*GIVEN RECORDS*:

=-=-=

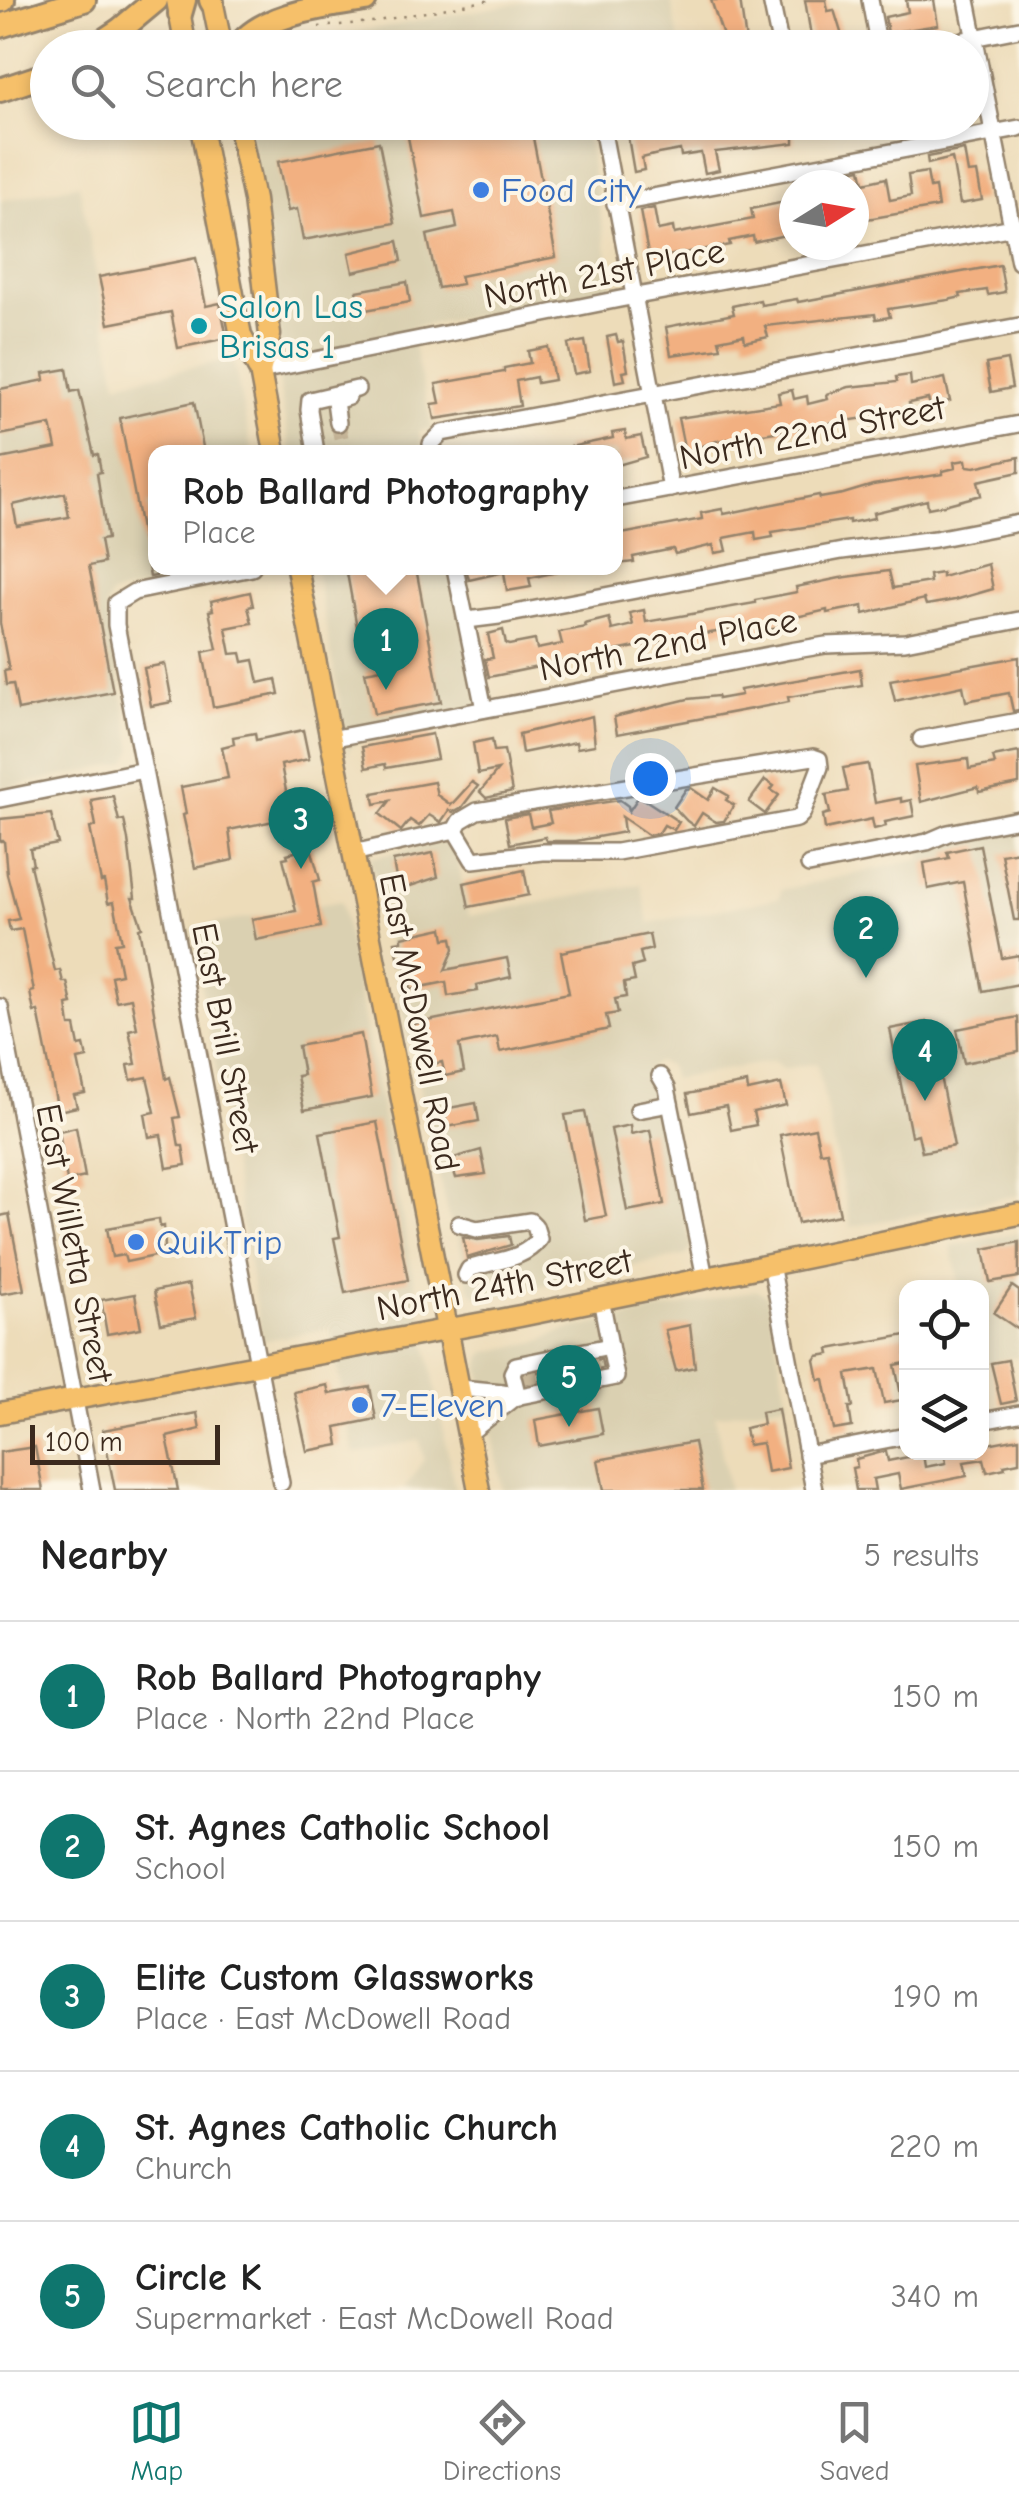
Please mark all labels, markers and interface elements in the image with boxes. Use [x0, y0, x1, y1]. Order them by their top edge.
search box [30, 30, 989, 140]
icon: search [65, 58, 120, 113]
text: Search here [145, 63, 343, 107]
place label: Food City [501, 170, 642, 211]
north arrow [779, 170, 869, 260]
marker: Food City [470, 179, 492, 201]
street label: North 21st Place [480, 230, 728, 317]
place label: Salon Las Brisas 1 [219, 286, 363, 367]
marker: Salon Las Brisas 1 [188, 315, 210, 337]
street label: North 22nd Street [676, 386, 949, 478]
popup [148, 445, 623, 575]
text: Rob Ballard Photography [183, 470, 588, 514]
text: Place [183, 514, 255, 551]
street label: North 22nd Place [536, 599, 801, 690]
pin: 1 [354, 608, 418, 690]
your location [625, 753, 676, 804]
pin: 3 [268, 786, 334, 869]
street label: East McDowell Road [371, 870, 468, 1174]
pin: 2 [834, 896, 898, 978]
street label: East Brill Street [183, 920, 268, 1158]
pin: 4 [892, 1018, 958, 1101]
street label: East Willetta Street [27, 1100, 122, 1387]
place label: QuikTrip [156, 1222, 282, 1263]
marker: QuikTrip [125, 1231, 147, 1253]
street label: North 24th Street [373, 1239, 636, 1329]
map controls [899, 1280, 989, 1460]
button: locate [899, 1280, 989, 1370]
pin: 5 [536, 1344, 602, 1427]
button: layers [899, 1370, 989, 1460]
place label: 7-Eleven [380, 1385, 505, 1426]
marker: 7-Eleven [349, 1394, 371, 1416]
scale bar [30, 1420, 220, 1464]
text: 100 m [45, 1426, 123, 1458]
text: Nearby [40, 1531, 167, 1580]
text: 5 results [864, 1537, 979, 1574]
text: Rob Ballard Photography [135, 1656, 541, 1700]
text: 1 [66, 1678, 79, 1715]
text: 150 m [892, 1678, 979, 1715]
text: Place · North 22nd Place [135, 1700, 474, 1737]
text: St. Agnes Catholic School [135, 1806, 550, 1850]
text: 2 [65, 1828, 80, 1865]
text: 150 m [892, 1828, 979, 1865]
text: School [135, 1850, 226, 1887]
text: Elite Custom Glassworks [135, 1956, 534, 2000]
text: 3 [65, 1978, 80, 2015]
text: 190 m [893, 1978, 979, 2015]
text: Place · East McDowell Road [135, 2000, 511, 2037]
text: St. Agnes Catholic Church [135, 2106, 558, 2150]
text: 4 [65, 2128, 80, 2165]
text: 220 m [889, 2128, 979, 2165]
text: Church [135, 2150, 232, 2187]
text: Circle K [135, 2256, 262, 2300]
text: 5 [64, 2278, 81, 2315]
text: 340 m [891, 2278, 979, 2315]
text: Supermarket · East McDowell Road [135, 2300, 614, 2337]
tab: Map [129, 2395, 184, 2487]
tab: Directions [443, 2395, 561, 2487]
tab: Saved [820, 2395, 890, 2487]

=-=-=

*ACTIVITY*:
Retype the entries verbatim and drop the pictures.

*RESULT*:
Please mark all labels, markers and interface elements in the image with boxes. Use [x0, y0, x1, y1]. Order them by their top edge.
search box [30, 30, 989, 140]
icon: search [65, 58, 120, 113]
text: Search here [145, 63, 343, 107]
place label: Food City [501, 170, 642, 211]
north arrow [779, 170, 869, 260]
marker: Food City [470, 179, 492, 201]
street label: North 21st Place [480, 230, 728, 317]
place label: Salon Las Brisas 1 [219, 286, 363, 367]
marker: Salon Las Brisas 1 [188, 315, 210, 337]
street label: North 22nd Street [676, 386, 949, 478]
popup [148, 445, 623, 575]
text: Rob Ballard Photography [183, 470, 588, 514]
text: Place [183, 514, 255, 551]
street label: North 22nd Place [536, 599, 801, 690]
pin: 1 [354, 608, 418, 690]
your location [625, 753, 676, 804]
pin: 3 [268, 786, 334, 869]
street label: East McDowell Road [371, 870, 468, 1174]
pin: 2 [834, 896, 898, 978]
street label: East Brill Street [183, 920, 268, 1158]
pin: 4 [892, 1018, 958, 1101]
street label: East Willetta Street [27, 1100, 122, 1387]
place label: QuikTrip [156, 1222, 282, 1263]
marker: QuikTrip [125, 1231, 147, 1253]
street label: North 24th Street [373, 1239, 636, 1329]
map controls [899, 1280, 989, 1460]
button: locate [899, 1280, 989, 1370]
pin: 5 [536, 1344, 602, 1427]
button: layers [899, 1370, 989, 1460]
place label: 7-Eleven [380, 1385, 505, 1426]
marker: 7-Eleven [349, 1394, 371, 1416]
scale bar [30, 1420, 220, 1464]
text: 100 m [45, 1426, 123, 1458]
text: Nearby [40, 1531, 167, 1580]
text: 5 results [864, 1537, 979, 1574]
text: Rob Ballard Photography [135, 1656, 541, 1700]
text: 1 [66, 1678, 79, 1715]
text: 150 m [892, 1678, 979, 1715]
text: Place · North 22nd Place [135, 1700, 474, 1737]
text: St. Agnes Catholic School [135, 1806, 550, 1850]
text: 2 [65, 1828, 80, 1865]
text: 150 m [892, 1828, 979, 1865]
text: School [135, 1850, 226, 1887]
text: Elite Custom Glassworks [135, 1956, 534, 2000]
text: 3 [65, 1978, 80, 2015]
text: 190 m [893, 1978, 979, 2015]
text: Place · East McDowell Road [135, 2000, 511, 2037]
text: St. Agnes Catholic Church [135, 2106, 558, 2150]
text: 4 [65, 2128, 80, 2165]
text: 220 m [889, 2128, 979, 2165]
text: Church [135, 2150, 232, 2187]
text: Circle K [135, 2256, 262, 2300]
text: 5 [64, 2278, 81, 2315]
text: 340 m [891, 2278, 979, 2315]
text: Supermarket · East McDowell Road [135, 2300, 614, 2337]
tab: Map [129, 2395, 184, 2487]
tab: Directions [443, 2395, 561, 2487]
tab: Saved [820, 2395, 890, 2487]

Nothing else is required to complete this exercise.